■ **GIVEN ENTRIES**
Start of Block
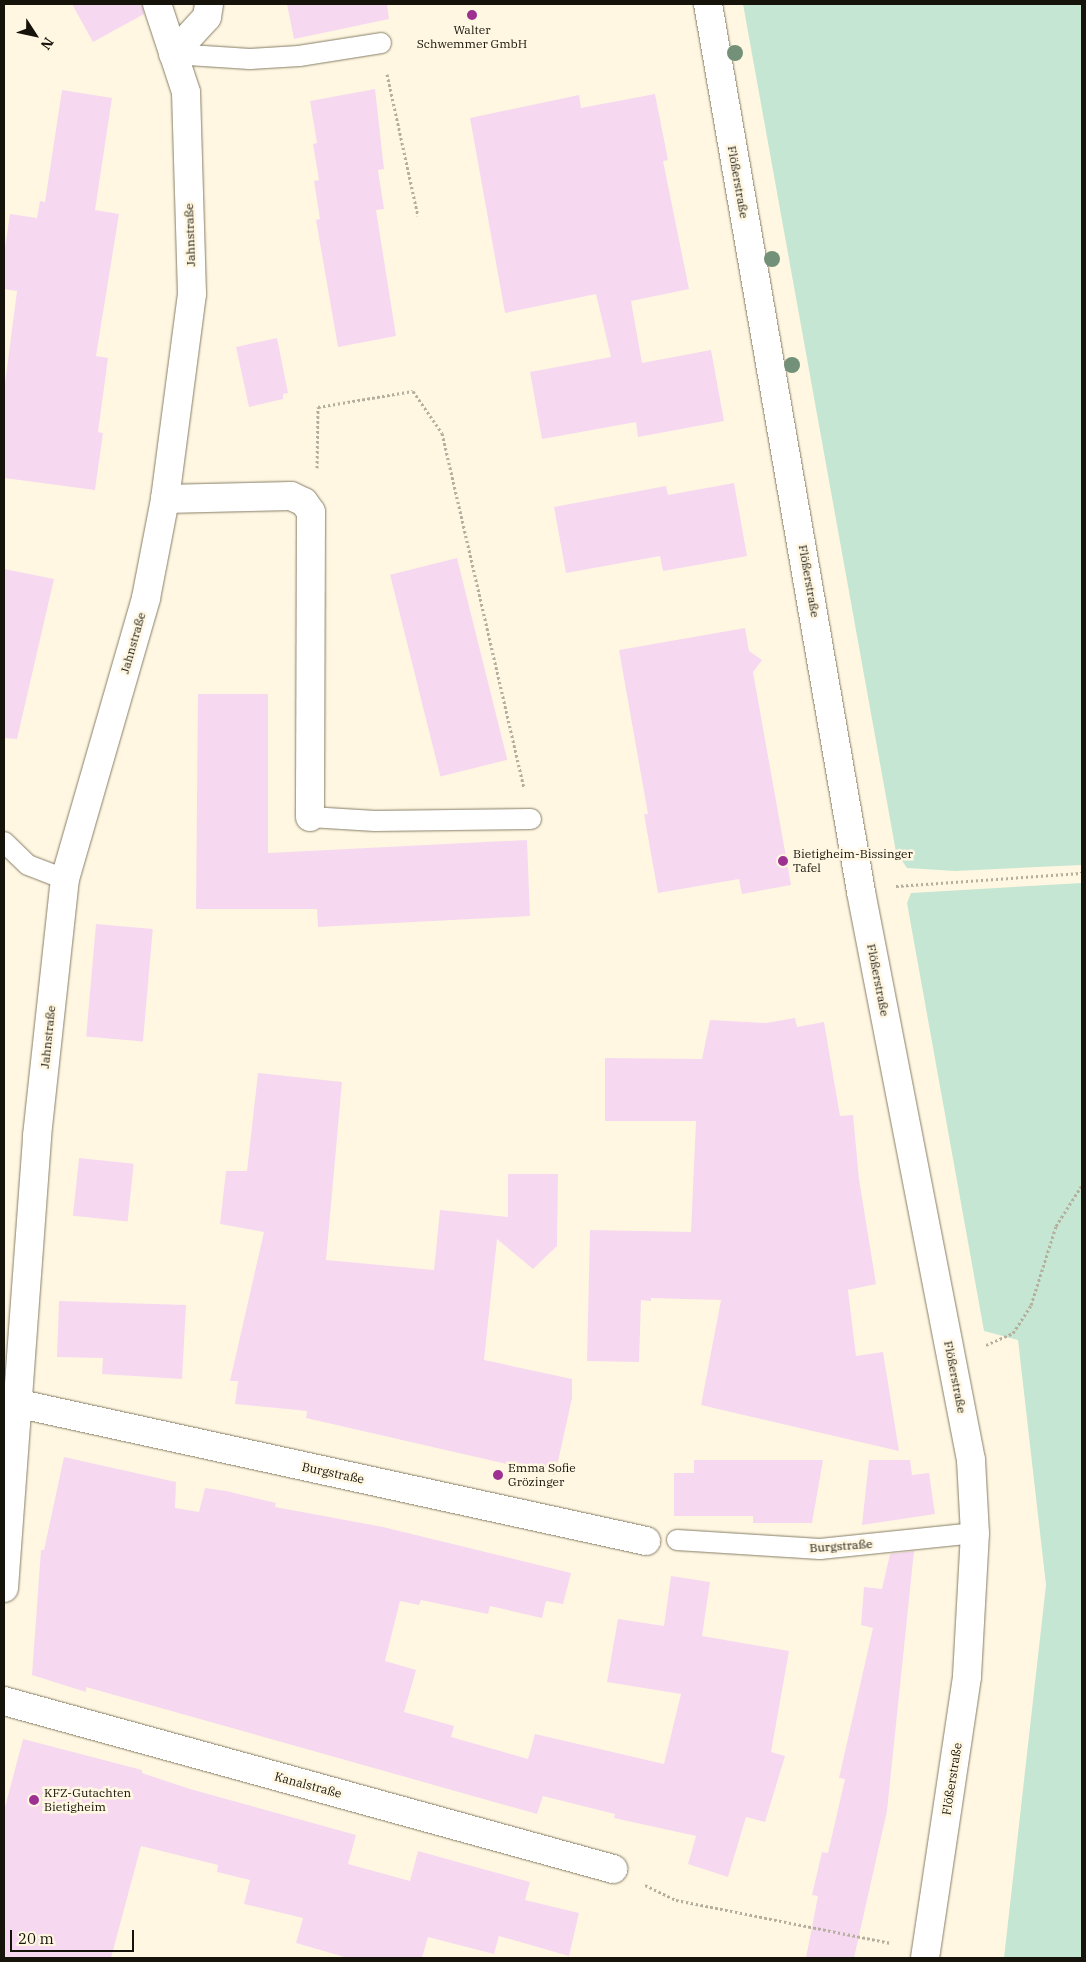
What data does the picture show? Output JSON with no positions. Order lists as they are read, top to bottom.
{
  "streets": {
    "street": [
      "Flößerstraße",
      "Jahnstraße",
      "Burgstraße",
      "Kanalstraße"
    ]
  },
  "crossings": [
    ["Flößerstraße", "Burgstraße"],
    ["Jahnstraße", "Burgstraße"]
  ],
  "places": [
    "Walter Schwemmer GmbH",
    "Bietigheim-Bissinger Tafel",
    "Emma Sofie Grözinger",
    "KFZ-Gutachten Bietigheim"
  ],
  "scale_bar": "20 m",
  "north": "bottom right"
}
End of Block
■ **WORK INSTRUCTION**
Transcribe the material above word for word; images do not belong in the copy.

■ **THE COMPLETED TASK**
What data does the picture show? Output JSON with no positions. Order lists as they are read, top to bottom.
{
  "streets": {
    "street": [
      "Flößerstraße",
      "Jahnstraße",
      "Burgstraße",
      "Kanalstraße"
    ]
  },
  "crossings": [
    ["Flößerstraße", "Burgstraße"],
    ["Jahnstraße", "Burgstraße"]
  ],
  "places": [
    "Walter Schwemmer GmbH",
    "Bietigheim-Bissinger Tafel",
    "Emma Sofie Grözinger",
    "KFZ-Gutachten Bietigheim"
  ],
  "scale_bar": "20 m",
  "north": "bottom right"
}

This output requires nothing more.